_WORK TO COMPLETE:_ Pictures stay out; print the rest of the listing below exactly as it stands.
*****
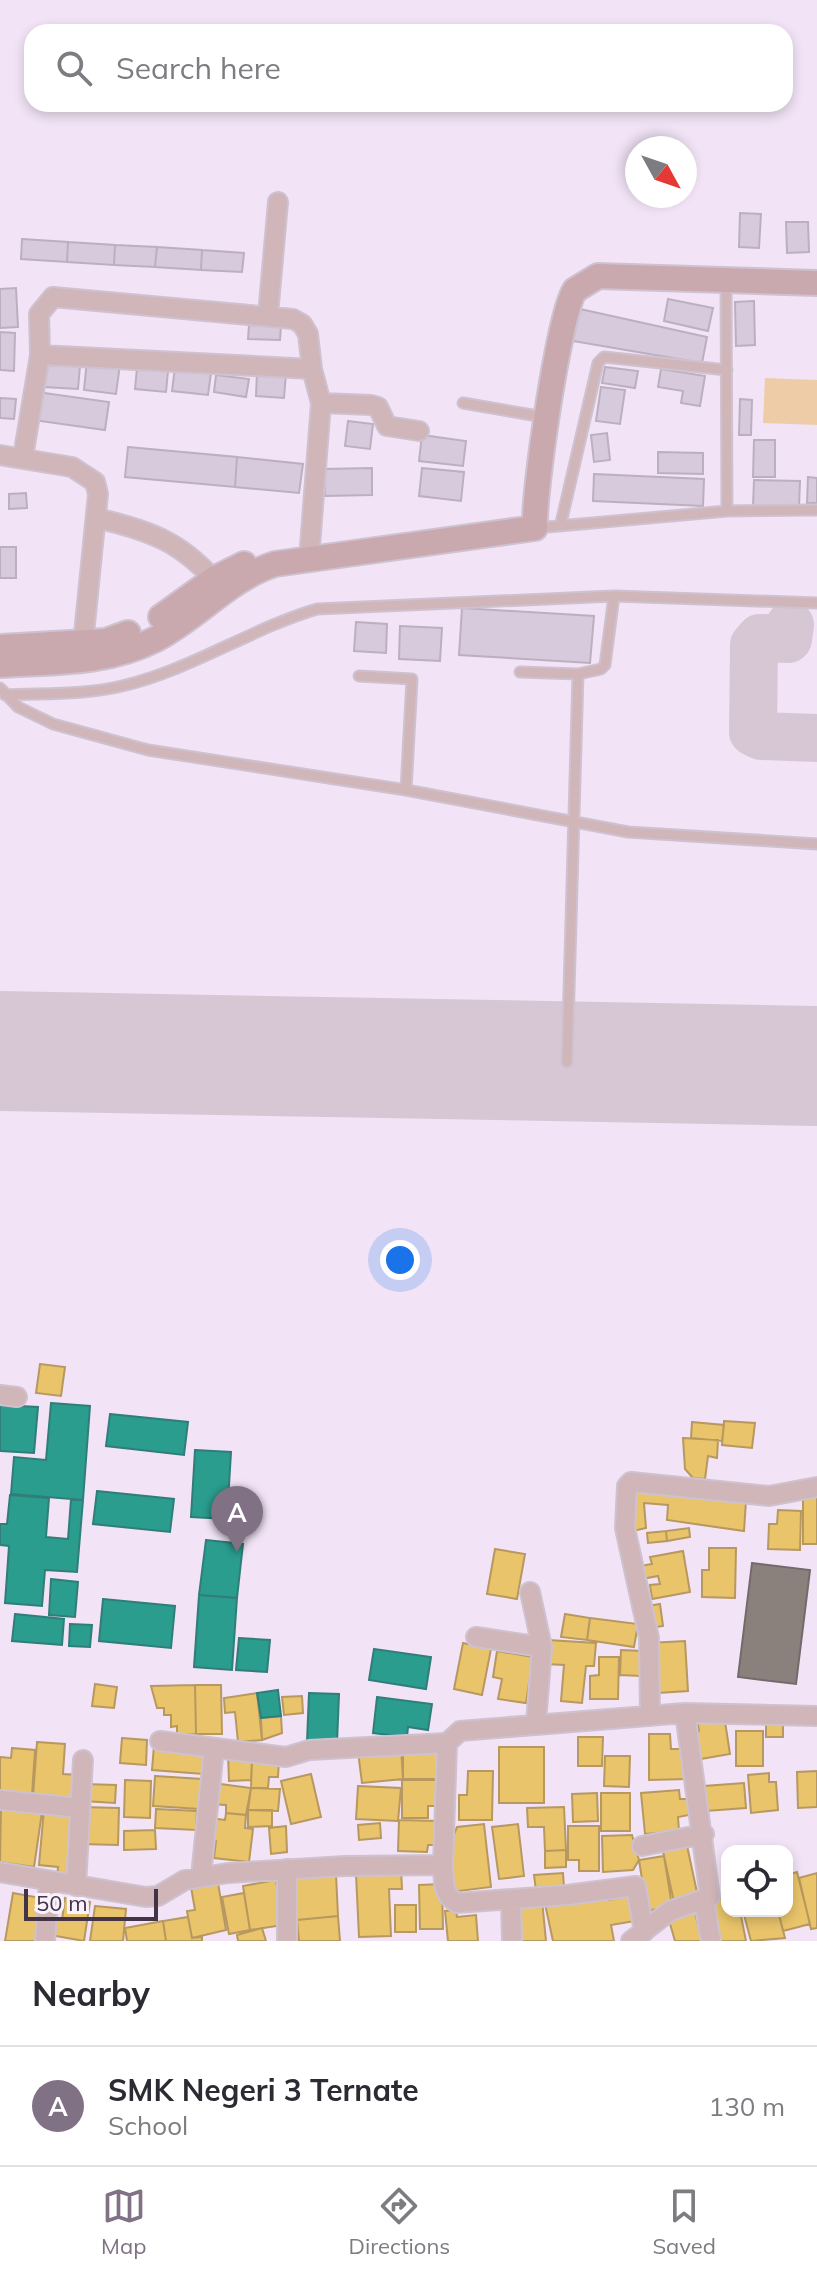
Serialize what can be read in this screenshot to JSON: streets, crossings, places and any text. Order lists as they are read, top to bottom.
{
  "scale_bar": "50 m",
  "north": "bottom right",
  "page": {
    "search": "Search here",
    "pins": "A",
    "scale": "50 m",
    "heading": "Nearby",
    "list": [
      {
        "mark": "A",
        "name": "SMK Negeri 3 Ternate",
        "note": "School",
        "value": "130 m"
      }
    ],
    "nav": ["Map", "Directions", "Saved"]
  }
}
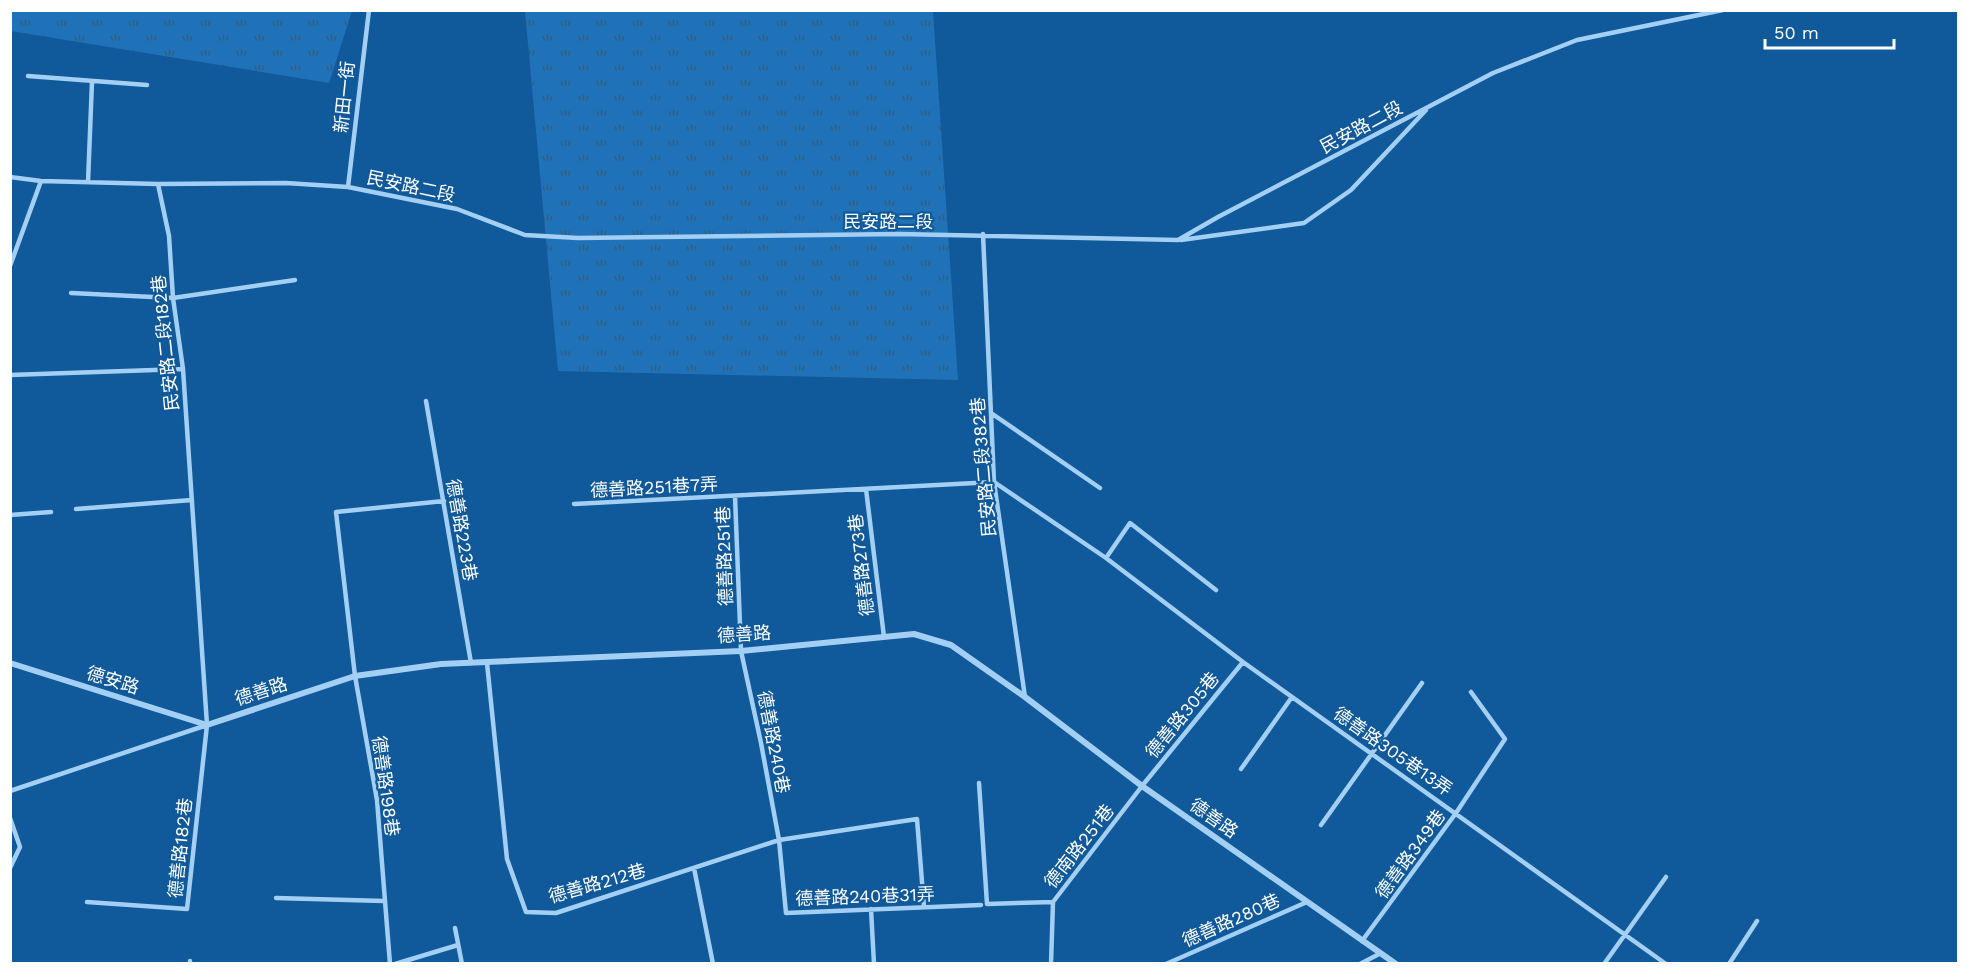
*****
_TASK RESULT:_
Serialize what can be read in this screenshot to JSON: streets, crossings, places and any text. Order lists as they are read, top to bottom.
{
  "scale_bar": "50 m",
  "north": "bottom right",
  "page": {
    "search": "Search here",
    "pins": "A",
    "scale": "50 m",
    "heading": "Nearby",
    "list": [
      {
        "mark": "A",
        "name": "SMK Negeri 3 Ternate",
        "note": "School",
        "value": "130 m"
      }
    ],
    "nav": ["Map", "Directions", "Saved"]
  }
}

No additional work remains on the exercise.